*** Study material ***
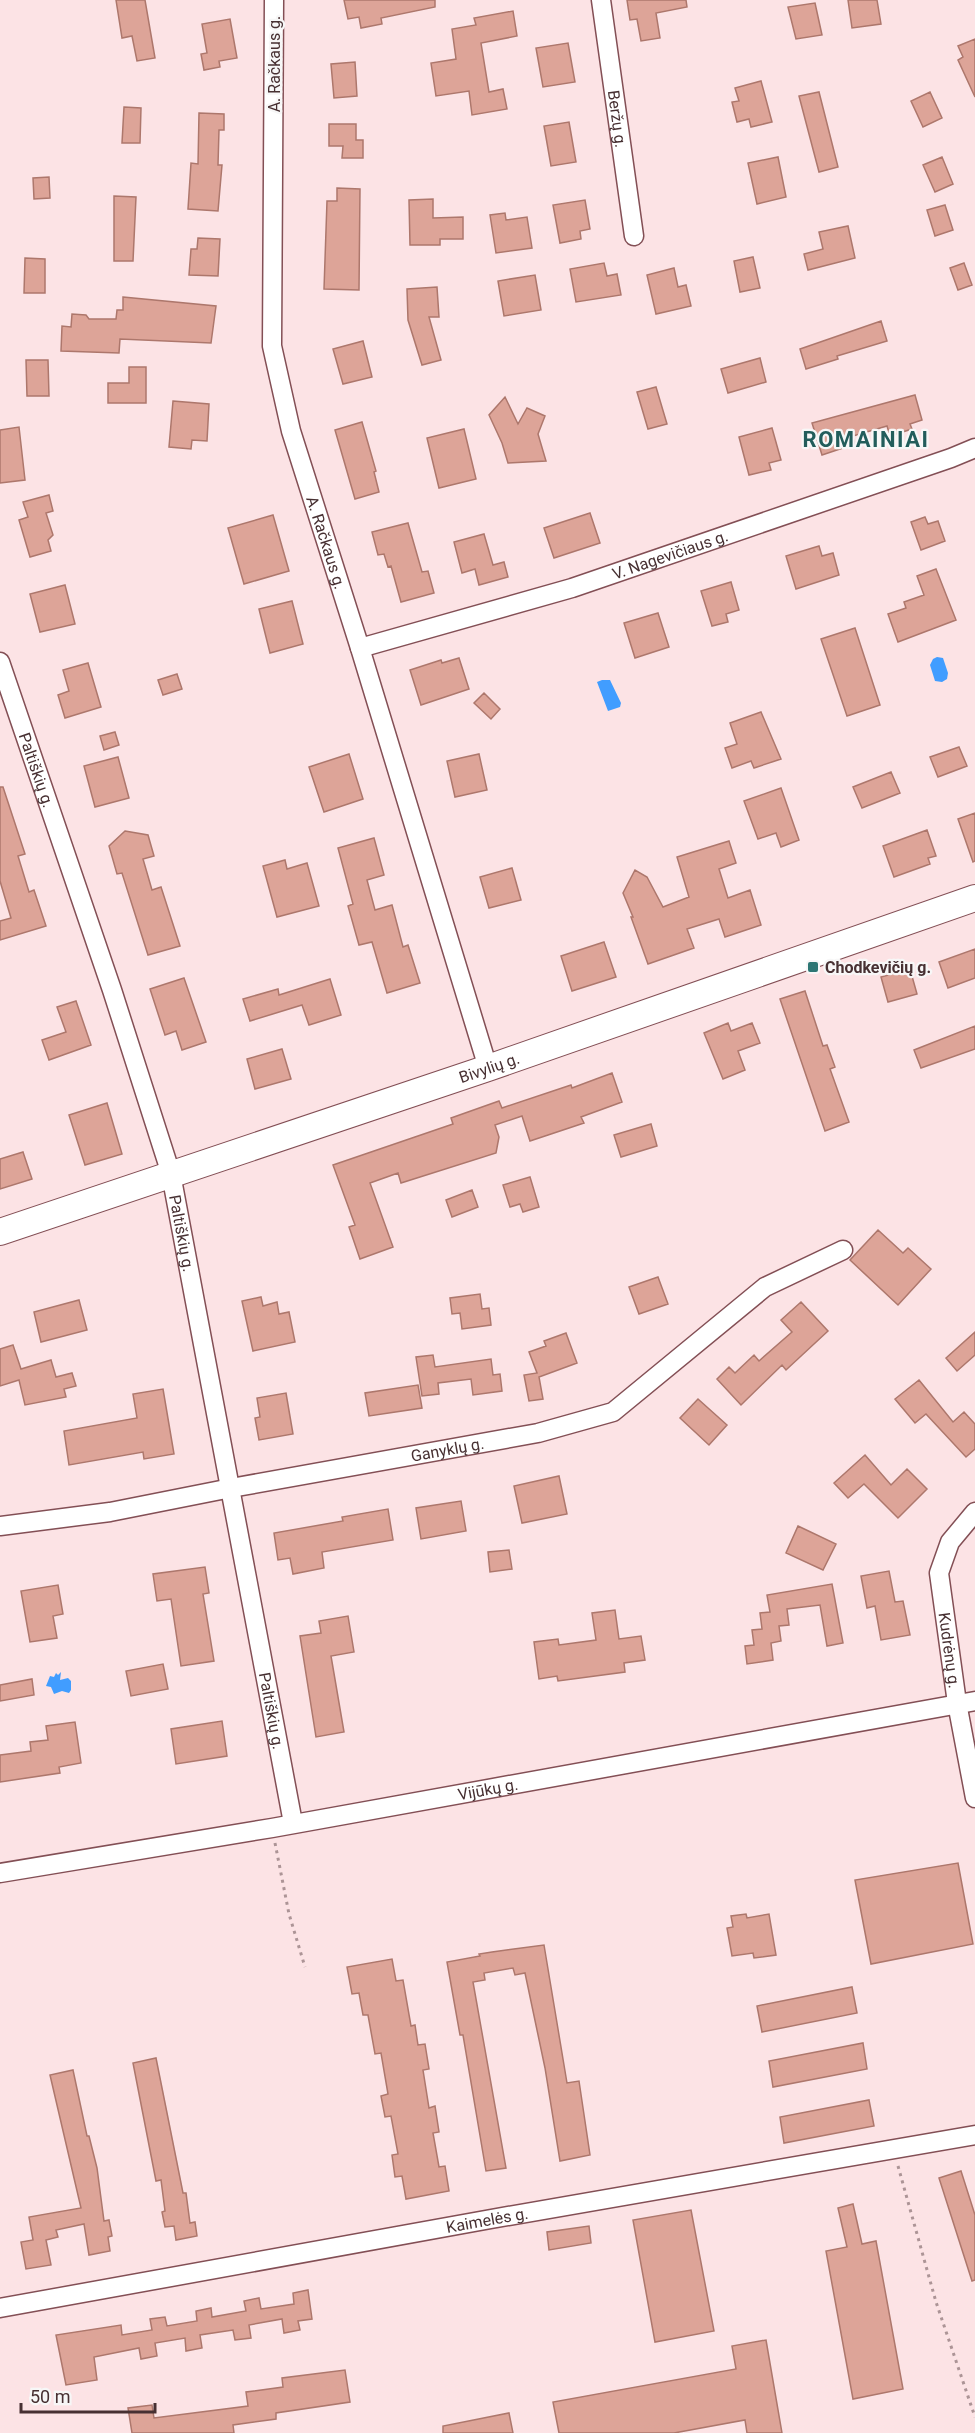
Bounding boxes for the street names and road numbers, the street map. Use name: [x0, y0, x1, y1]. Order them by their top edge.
street label: A. Račkaus g.: [265, 16, 284, 112]
street label: Beržų g.: [604, 89, 631, 149]
street label: A. Račkaus g.: [302, 494, 350, 591]
street label: V. Nagevičiaus g.: [610, 526, 731, 583]
street label: Paltiškių g.: [15, 730, 58, 810]
street label: Bivylių g.: [456, 1049, 522, 1087]
street label: Paltiškių g.: [165, 1193, 198, 1273]
street label: Ganyklų g.: [409, 1434, 486, 1466]
street label: Kudrėnų g.: [935, 1611, 964, 1689]
street label: Paltiškių g.: [255, 1671, 288, 1751]
street label: Vijūkų g.: [456, 1775, 520, 1804]
street label: Kaimelės g.: [445, 2204, 530, 2237]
*** End of Study material ***
• Problem statement: What is needed is a word-for-word copy of the data above, free of any images.

• Response area:
Bounding boxes for the street names and road numbers, the street map. Use name: [x0, y0, x1, y1]. Order them by their top edge.
street label: A. Račkaus g.: [265, 16, 284, 112]
street label: Beržų g.: [604, 89, 631, 149]
street label: A. Račkaus g.: [302, 494, 350, 591]
street label: V. Nagevičiaus g.: [610, 526, 731, 583]
street label: Paltiškių g.: [15, 730, 58, 810]
street label: Bivylių g.: [456, 1049, 522, 1087]
street label: Paltiškių g.: [165, 1193, 198, 1273]
street label: Ganyklų g.: [409, 1434, 486, 1466]
street label: Kudrėnų g.: [935, 1611, 964, 1689]
street label: Paltiškių g.: [255, 1671, 288, 1751]
street label: Vijūkų g.: [456, 1775, 520, 1804]
street label: Kaimelės g.: [445, 2204, 530, 2237]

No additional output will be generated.